4.1
AAN/UIT-schakelaar
Druk op deze knop om uw monitor aan of uit te schakelen. NB: de AAN/UIT-schakelaar ontkoppelt
uw monitor niet van de netvoeding. Om volledig te ontkoppelen van de netvoeding, dient u de
stroomstekker uit de aansluiting te verwijderen.
4.2
Stroom-LED
Het voedingslampje is blauw wanneer de monitor normaal werkt. Deze LED gaat amberkleurig
branden als de monitor in de slaapstand gaat staan. Deze LED brandt niet als de monitor is
uitgeschakeld.
4.3
Menu-eigenschappen
Alle volgende eigenschappen van uw monitor kunnen worden geopend en aangepast met het
OSD-menusysteem.
1.
Druk op de stroomknop (POWER) om de monitor in te schakelen.
2.
Druk op de menuknop (MENU) om het OSD-menu te activeren.
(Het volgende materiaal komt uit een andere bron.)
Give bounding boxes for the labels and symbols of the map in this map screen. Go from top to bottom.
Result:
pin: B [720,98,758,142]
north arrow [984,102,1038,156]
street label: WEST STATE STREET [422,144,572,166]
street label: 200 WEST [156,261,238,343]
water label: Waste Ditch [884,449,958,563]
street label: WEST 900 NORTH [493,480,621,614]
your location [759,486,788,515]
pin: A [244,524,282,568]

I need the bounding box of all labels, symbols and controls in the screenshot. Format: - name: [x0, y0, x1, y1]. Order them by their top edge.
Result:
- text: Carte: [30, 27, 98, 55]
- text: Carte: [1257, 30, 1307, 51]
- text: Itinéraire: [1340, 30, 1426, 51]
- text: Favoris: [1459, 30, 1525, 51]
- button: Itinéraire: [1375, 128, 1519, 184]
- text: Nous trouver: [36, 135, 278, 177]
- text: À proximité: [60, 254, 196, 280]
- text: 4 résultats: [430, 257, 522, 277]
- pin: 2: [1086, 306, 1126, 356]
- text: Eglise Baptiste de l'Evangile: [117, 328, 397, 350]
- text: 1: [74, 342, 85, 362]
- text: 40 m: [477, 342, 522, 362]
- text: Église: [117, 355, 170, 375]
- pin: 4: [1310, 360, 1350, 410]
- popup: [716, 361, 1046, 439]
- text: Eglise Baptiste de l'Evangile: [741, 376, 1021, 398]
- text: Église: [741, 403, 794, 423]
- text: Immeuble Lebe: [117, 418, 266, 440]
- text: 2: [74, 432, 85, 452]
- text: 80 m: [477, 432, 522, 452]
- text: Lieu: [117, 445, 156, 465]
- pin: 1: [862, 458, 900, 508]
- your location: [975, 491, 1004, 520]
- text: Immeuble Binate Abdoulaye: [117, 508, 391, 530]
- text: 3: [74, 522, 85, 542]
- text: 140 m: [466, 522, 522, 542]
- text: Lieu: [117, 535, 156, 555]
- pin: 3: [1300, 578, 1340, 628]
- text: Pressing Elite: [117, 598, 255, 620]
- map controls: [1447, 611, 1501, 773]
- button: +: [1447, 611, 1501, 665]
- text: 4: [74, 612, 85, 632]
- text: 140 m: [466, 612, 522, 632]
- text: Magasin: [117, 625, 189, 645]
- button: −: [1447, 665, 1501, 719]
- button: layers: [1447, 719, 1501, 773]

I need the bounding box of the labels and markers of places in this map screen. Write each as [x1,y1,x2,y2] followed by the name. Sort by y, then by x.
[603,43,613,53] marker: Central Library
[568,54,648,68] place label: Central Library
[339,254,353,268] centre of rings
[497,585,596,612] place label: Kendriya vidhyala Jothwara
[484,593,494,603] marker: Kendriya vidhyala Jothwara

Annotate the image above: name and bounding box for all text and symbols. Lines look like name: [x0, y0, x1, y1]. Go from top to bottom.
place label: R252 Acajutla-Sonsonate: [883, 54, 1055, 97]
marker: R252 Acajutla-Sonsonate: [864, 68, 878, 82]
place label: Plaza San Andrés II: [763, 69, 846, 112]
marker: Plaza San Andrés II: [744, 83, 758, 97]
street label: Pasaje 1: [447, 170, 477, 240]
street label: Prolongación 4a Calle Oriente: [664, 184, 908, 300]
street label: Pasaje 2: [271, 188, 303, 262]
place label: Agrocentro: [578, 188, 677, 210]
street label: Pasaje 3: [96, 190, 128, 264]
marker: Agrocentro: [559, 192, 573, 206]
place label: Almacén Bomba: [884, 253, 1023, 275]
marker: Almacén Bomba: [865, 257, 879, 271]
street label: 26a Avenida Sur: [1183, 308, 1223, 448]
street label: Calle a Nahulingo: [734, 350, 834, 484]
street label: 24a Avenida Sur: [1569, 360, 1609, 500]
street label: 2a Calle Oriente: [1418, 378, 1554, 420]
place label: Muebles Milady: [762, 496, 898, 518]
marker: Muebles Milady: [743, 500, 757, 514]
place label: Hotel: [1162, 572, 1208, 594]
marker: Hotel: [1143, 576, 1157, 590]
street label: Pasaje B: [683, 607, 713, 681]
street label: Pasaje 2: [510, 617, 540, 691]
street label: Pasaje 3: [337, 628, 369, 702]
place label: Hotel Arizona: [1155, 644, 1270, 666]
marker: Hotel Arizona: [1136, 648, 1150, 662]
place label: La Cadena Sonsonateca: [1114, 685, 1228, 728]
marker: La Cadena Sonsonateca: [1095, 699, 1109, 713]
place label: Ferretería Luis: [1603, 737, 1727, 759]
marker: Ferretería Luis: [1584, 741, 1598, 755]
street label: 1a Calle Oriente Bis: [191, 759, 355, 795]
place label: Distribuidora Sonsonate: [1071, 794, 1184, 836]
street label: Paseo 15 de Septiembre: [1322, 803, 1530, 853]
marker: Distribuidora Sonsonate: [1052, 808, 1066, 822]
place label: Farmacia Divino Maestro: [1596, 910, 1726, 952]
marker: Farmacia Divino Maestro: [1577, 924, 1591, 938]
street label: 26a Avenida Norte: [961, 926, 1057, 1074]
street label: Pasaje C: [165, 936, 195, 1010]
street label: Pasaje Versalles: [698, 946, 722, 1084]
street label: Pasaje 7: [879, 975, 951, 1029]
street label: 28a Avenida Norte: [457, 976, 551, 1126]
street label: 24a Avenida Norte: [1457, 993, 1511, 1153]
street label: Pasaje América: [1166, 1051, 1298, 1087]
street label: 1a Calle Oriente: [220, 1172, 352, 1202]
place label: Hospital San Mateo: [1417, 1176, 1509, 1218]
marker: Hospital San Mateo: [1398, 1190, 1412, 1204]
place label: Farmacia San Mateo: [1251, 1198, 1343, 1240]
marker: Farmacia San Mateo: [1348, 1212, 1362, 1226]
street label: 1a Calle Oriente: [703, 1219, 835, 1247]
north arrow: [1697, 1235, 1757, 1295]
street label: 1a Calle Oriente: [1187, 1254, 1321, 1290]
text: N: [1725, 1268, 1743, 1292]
Het OSD-hoofdmenu zal
worden weergegeven.
3.
Om het hoofdmenu of submenu te bekijken, drukt u op "+" op het voorpaneel van uw monitor
om omhoog te bladeren of op "-" om omlaag te bladeren. Druk vervolgens op de knop "OK" om
een gemarkeerde functie te selecteren.
Als de markering aan de bovenzijde van het menu is gekomen, keert het terug naar de onderzijde
van het menu. Als de markering aan de bovenzijde van het menu is gekomen, keert het terug naar
de onderzijde van het menu.
4.
Druk op de knop "+" of "-" om de geselecteerde optie aan te passen.
5.
Selecteer "Save" (Opslaan) en keer terug. Als u de instelling niet wilt opslaan, selecteert u
"Cancel" (Annuleren) in het submenu of "Exit" (Sluiten) in het hoofdmenu.
6.
Druk op de menuknop (MENU) om het OSD-menu te sluiten.